Dataset entries:
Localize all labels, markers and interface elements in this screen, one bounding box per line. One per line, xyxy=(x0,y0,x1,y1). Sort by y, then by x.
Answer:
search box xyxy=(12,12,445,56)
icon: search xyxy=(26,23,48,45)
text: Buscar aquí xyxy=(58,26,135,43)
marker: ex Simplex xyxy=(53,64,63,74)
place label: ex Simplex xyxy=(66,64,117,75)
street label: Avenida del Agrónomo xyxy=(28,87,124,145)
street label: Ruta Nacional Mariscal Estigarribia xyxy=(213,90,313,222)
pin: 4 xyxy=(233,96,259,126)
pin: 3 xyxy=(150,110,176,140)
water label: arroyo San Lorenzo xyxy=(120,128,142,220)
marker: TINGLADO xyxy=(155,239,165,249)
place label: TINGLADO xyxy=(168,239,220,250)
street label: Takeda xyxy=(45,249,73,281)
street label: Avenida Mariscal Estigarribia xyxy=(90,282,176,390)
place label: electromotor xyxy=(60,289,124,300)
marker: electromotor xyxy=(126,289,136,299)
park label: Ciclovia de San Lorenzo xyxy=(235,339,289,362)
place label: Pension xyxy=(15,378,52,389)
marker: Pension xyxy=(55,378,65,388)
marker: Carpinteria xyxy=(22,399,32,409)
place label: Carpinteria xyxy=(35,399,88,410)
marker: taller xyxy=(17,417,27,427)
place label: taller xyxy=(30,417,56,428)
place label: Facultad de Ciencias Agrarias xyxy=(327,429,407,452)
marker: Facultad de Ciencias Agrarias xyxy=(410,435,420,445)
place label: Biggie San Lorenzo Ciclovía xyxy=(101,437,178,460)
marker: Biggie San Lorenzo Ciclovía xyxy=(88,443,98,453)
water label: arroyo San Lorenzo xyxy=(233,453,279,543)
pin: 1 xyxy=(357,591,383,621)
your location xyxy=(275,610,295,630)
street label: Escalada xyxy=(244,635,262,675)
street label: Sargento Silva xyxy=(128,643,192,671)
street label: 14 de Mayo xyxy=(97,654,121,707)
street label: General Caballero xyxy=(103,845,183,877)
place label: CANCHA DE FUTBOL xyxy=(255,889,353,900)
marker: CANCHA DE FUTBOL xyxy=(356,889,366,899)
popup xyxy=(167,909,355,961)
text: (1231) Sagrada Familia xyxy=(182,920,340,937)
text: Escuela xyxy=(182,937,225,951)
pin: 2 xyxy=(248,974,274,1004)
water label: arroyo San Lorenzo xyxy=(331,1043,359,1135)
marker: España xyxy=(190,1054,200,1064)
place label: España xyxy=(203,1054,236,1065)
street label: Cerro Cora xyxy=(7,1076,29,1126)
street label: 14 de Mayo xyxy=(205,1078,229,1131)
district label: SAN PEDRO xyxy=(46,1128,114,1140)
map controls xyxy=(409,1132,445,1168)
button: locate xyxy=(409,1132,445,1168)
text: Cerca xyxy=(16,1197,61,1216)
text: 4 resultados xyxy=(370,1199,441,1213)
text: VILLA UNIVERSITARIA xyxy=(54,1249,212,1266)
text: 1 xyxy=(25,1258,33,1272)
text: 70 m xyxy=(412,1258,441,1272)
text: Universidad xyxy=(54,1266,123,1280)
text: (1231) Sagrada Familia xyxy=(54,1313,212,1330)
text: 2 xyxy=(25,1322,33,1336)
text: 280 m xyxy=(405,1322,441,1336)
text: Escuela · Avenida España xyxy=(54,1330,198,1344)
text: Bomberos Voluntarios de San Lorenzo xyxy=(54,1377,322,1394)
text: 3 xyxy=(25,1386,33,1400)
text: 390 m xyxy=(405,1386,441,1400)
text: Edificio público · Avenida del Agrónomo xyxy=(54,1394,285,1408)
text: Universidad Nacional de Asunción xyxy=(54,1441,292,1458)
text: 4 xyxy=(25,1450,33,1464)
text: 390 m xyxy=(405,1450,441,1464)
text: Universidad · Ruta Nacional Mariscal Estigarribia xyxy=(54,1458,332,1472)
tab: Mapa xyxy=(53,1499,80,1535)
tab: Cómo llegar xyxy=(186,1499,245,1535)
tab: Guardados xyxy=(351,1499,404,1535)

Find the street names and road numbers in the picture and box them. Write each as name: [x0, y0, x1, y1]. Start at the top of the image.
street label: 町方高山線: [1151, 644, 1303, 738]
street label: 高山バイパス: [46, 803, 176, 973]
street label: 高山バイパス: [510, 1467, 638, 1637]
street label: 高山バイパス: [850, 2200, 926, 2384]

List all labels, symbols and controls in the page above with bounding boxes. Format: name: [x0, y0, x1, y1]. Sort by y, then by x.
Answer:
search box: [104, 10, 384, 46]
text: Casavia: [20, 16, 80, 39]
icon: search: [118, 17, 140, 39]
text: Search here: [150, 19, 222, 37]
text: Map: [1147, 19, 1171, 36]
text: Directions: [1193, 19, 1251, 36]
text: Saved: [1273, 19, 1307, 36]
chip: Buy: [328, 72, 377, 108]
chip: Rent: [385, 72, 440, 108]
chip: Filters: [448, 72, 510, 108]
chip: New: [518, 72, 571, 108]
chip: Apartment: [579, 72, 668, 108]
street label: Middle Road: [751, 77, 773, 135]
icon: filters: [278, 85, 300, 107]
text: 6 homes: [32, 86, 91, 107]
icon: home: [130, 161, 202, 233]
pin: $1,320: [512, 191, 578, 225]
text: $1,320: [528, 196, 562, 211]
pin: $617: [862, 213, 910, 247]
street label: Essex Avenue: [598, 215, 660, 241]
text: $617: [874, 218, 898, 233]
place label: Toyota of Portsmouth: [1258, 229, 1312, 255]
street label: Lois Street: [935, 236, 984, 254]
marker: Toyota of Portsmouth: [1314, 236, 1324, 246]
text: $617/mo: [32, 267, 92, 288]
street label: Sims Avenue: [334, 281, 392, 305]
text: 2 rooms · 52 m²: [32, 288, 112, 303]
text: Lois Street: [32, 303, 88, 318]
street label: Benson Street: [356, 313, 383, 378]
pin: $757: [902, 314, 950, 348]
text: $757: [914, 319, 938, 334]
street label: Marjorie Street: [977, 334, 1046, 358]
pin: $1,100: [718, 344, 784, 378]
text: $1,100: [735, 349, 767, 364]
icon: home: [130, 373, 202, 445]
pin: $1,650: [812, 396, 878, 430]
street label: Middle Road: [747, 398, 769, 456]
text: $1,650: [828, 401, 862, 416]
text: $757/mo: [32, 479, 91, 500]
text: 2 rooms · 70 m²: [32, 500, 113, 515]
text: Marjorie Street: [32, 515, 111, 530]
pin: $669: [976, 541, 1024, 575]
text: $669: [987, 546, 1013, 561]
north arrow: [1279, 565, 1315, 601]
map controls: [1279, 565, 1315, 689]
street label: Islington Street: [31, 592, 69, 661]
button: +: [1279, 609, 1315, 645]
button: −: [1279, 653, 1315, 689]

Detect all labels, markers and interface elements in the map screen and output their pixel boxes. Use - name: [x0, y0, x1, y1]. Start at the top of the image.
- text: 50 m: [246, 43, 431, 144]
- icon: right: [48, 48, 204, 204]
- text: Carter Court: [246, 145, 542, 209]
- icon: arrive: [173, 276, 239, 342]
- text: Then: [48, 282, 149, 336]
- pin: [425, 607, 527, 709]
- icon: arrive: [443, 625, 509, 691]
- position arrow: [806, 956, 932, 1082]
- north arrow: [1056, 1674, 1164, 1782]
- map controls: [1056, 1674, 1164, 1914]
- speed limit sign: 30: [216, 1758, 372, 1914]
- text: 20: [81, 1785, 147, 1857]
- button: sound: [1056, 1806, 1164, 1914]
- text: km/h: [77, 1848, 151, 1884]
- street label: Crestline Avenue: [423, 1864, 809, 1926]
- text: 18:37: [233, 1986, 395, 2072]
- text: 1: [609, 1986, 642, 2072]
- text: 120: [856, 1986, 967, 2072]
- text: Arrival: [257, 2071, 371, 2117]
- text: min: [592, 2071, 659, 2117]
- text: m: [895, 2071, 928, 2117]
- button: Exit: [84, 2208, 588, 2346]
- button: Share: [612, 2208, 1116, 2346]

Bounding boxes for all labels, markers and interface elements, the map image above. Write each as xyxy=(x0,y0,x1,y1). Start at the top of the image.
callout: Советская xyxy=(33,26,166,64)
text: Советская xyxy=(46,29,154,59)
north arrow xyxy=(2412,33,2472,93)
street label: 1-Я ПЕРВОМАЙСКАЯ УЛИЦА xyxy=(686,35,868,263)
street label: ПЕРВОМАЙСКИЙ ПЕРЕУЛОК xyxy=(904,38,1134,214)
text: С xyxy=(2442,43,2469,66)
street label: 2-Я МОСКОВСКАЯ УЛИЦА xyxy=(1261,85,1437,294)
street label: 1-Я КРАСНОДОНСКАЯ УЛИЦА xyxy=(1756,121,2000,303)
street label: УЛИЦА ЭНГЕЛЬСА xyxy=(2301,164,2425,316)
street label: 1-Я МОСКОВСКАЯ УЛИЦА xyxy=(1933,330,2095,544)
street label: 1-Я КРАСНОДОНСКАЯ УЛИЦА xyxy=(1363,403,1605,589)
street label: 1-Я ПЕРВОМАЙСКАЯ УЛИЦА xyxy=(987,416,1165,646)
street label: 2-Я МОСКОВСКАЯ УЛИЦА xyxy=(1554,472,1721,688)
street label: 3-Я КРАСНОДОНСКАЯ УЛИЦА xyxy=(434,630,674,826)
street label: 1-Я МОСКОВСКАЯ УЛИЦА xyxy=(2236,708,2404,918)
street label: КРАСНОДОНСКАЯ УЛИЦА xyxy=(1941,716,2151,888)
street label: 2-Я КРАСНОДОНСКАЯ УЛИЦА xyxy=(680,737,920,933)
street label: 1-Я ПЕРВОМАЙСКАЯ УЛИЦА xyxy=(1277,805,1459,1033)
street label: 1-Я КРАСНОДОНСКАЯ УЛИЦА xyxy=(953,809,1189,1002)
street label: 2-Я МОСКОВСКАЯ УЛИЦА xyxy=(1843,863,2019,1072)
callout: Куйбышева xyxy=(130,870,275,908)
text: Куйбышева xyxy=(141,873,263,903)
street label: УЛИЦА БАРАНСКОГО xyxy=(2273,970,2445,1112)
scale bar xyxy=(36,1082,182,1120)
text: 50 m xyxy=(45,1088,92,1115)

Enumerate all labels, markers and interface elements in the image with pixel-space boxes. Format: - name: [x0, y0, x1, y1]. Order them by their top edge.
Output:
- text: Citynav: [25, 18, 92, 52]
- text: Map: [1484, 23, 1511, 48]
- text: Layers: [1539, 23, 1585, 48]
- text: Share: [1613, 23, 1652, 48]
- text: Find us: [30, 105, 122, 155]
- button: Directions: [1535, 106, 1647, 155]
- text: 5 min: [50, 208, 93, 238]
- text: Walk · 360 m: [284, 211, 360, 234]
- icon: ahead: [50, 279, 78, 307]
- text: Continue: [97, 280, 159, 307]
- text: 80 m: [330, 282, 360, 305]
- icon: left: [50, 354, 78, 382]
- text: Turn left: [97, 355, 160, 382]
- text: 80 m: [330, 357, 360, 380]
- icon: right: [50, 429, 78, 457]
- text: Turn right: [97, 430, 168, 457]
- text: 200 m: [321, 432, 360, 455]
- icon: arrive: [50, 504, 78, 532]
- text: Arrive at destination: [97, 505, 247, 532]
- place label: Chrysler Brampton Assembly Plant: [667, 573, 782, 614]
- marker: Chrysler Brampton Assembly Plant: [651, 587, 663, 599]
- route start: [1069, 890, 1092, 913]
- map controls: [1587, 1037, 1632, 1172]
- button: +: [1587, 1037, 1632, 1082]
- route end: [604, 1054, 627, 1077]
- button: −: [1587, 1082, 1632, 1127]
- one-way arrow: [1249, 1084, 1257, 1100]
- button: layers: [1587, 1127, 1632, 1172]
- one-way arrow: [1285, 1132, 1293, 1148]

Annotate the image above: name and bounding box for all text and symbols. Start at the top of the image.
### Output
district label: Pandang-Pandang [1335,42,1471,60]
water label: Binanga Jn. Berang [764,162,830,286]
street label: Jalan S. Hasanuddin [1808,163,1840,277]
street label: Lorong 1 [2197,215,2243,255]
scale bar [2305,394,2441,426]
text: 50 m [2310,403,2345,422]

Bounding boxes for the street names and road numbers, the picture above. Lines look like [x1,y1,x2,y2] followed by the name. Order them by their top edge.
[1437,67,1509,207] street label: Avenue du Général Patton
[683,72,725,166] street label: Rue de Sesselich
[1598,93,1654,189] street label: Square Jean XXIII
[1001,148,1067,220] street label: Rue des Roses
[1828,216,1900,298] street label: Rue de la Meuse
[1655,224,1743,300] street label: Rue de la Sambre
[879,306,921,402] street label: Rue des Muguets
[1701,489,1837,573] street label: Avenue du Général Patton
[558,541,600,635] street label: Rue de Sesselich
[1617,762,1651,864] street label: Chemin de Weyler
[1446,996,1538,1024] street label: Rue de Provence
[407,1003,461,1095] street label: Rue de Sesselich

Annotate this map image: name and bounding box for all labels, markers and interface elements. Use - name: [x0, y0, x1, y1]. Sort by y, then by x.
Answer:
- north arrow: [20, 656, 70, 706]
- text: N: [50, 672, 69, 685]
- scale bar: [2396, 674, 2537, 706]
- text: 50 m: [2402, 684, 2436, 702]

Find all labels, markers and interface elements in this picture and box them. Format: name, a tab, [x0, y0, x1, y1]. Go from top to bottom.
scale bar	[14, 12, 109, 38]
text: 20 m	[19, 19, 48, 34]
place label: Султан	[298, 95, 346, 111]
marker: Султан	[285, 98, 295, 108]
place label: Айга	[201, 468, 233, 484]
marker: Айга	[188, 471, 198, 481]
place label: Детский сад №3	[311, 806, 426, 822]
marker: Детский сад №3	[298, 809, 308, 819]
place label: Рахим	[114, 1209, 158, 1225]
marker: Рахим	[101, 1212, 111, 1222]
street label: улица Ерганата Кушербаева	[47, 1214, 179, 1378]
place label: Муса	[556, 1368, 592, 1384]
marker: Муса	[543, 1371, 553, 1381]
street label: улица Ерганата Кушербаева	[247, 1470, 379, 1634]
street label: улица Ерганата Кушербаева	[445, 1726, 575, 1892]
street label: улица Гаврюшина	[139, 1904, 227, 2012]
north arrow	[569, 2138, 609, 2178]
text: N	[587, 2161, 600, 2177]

### Your task
Retrieve each line of the data in which the word "Chrysler" can be found.

### Expected answer
- place label: Chrysler Brampton Assembly Plant: [667, 573, 782, 614]
- marker: Chrysler Brampton Assembly Plant: [651, 587, 663, 599]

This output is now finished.